Introduction to LINQ Queries in C#

A query is an expression that retrieves data from a data source. Different data sources have different native query languages, for example SQL for relational databases and XQuery for XML. Developers must learn a new query language for each type of data source or data format that they must support. LINQ simplifies this situation by offering a consistent C# language model for kinds of data sources and formats. In a LINQ query, you always work with C# objects. You use the same basic coding patterns to query and transform data in XML documents, SQL databases, .NET collections, and any other format when a LINQ provider is available.

Three Parts of a Query Operation

All LINQ query operations consist of three distinct actions:

  1. Obtain the data source.
  2. Create the query.
  3. Execute the query.

The following example shows how the three parts of a query operation are expressed in source code. The example uses an integer array as a data source for convenience; however, the same concepts apply to other data sources also. This example is referred to throughout the rest of this article.
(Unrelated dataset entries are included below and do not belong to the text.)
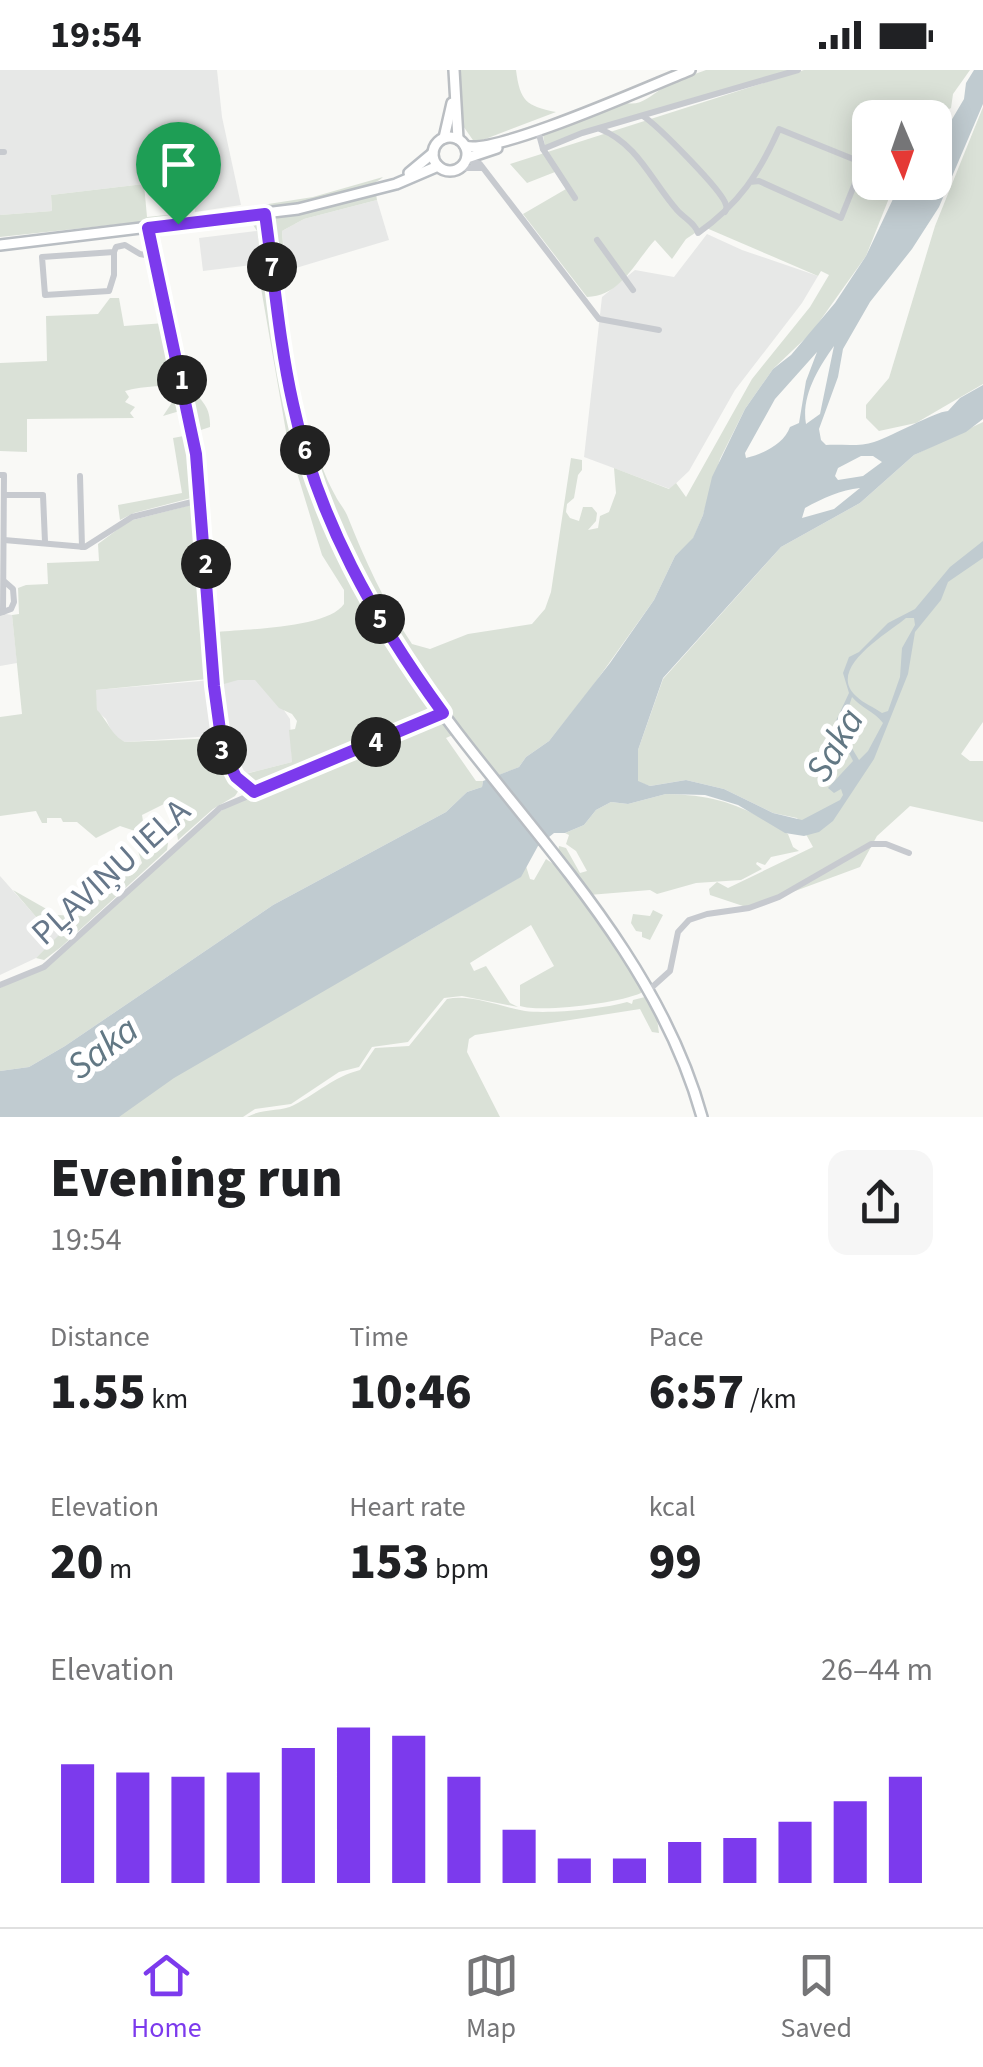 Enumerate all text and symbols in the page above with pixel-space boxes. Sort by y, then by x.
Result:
text: 19:54 [50,8,142,62]
north arrow [852,100,952,200]
map controls [852,100,952,200]
pin [136,122,221,225]
icon: arrive [151,137,206,192]
pin: 7 [247,242,297,292]
text: 7 [265,247,279,287]
pin: 1 [157,355,207,405]
text: 1 [175,360,189,400]
pin: 6 [280,425,330,475]
text: 6 [298,430,312,470]
pin: 2 [181,539,231,589]
text: 2 [199,544,213,584]
pin: 5 [355,594,405,644]
text: 5 [373,599,387,639]
water label: Saka [792,698,878,792]
pin: 4 [351,717,401,767]
text: 4 [369,722,383,762]
pin: 3 [197,725,247,775]
text: 3 [215,730,229,770]
street label: PĻAVIŅU IELA [20,787,202,957]
water label: Saka [56,1003,150,1093]
text: Evening run [50,1140,343,1218]
button: share [828,1150,933,1255]
text: 19:54 [50,1217,122,1263]
text: Distance [50,1317,150,1357]
text: Time [349,1317,408,1357]
text: Pace [649,1317,704,1357]
text: 1.55 [50,1357,146,1428]
text: 10:46 [349,1357,472,1428]
text: 6:57 [649,1357,744,1428]
text: km [146,1379,188,1419]
text: /km [744,1379,797,1419]
text: Elevation [50,1487,159,1527]
text: Heart rate [349,1487,466,1527]
text: kcal [649,1487,696,1527]
text: 20 [50,1527,103,1598]
text: 153 [349,1527,429,1598]
text: 99 [649,1527,702,1598]
text: m [103,1549,132,1589]
text: bpm [429,1549,489,1589]
text: Elevation [50,1647,175,1693]
text: 26–44 m [821,1647,933,1693]
tab: Home [131,1948,202,2048]
tab: Map [464,1948,519,2048]
tab: Saved [781,1948,852,2048]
// The Three Parts of a LINQ Query:
// 1. Data source.
int[] numbers = [ 0, 1, 2, 3, 4, 5, 6 ];

// 2. Query creation.
// numQuery is an IEnumerable<int>
var numQuery = from num in numbers
               where (num % 2) == 0
               select num;

// 3. Query execution.
foreach (int num in numQuery)
{
    Console.Write("{0,1} ", num);
}

The following illustration shows the complete query operation. In LINQ, the execution of the query is distinct from the query itself. In other words, you don't retrieve any data by creating a query variable.

Diagram of the complete LINQ query operation.

The Data Source

The data source in the preceding example is an array, which supports the generic IEnumerable<T> interface. This fact means it can be queried with LINQ. A query is executed in a foreach statement, and foreach requires IEnumerable or IEnumerable<T>. Types that support IEnumerable<T> or a derived interface such as the generic IQueryable<T> are called queryable types.

A queryable type requires no modification or special treatment to serve as a LINQ data source. If the source data isn't already in memory as a queryable type, the LINQ provider must represent it as such. For example, LINQ to XML loads an XML document into a queryable XElement type:

// Create a data source from an XML document.
// using System.Xml.Linq;
XElement contacts = XElement.Load(@"c:\myContactList.xml");

With EntityFramework, you create an object-relational mapping between C# classes and your database schema. You write your queries against the objects, and at run-time EntityFramework handles the communication with the database. In the following example, Customers represents a specific table in the database, and the type of the query result, IQueryable<T>, derives from IEnumerable<T>.

Northwnd db = new Northwnd(@"c:\northwnd.mdf");

// Query for customers in London.
IQueryable<Customer> custQuery =
    from cust in db.Customers
    where cust.City == "London"
    select cust;

For more information about how to create specific types of data sources, see the documentation for the various LINQ providers. However, the basic rule is simple: a LINQ data source is any object that supports the generic IEnumerable<T> interface, or an interface that inherits from it, typically IQueryable<T>.

Note

Types such as ArrayList that support the non-generic IEnumerable interface can also be used as a LINQ data source. For more information, see How to query an ArrayList with LINQ (C#).

The Query

The query specifies what information to retrieve from the data source or sources. Optionally, a query also specifies how that information should be sorted, grouped, and shaped before being returned. A query is stored in a query variable and initialized with a query expression. You use C# query syntax to write queries.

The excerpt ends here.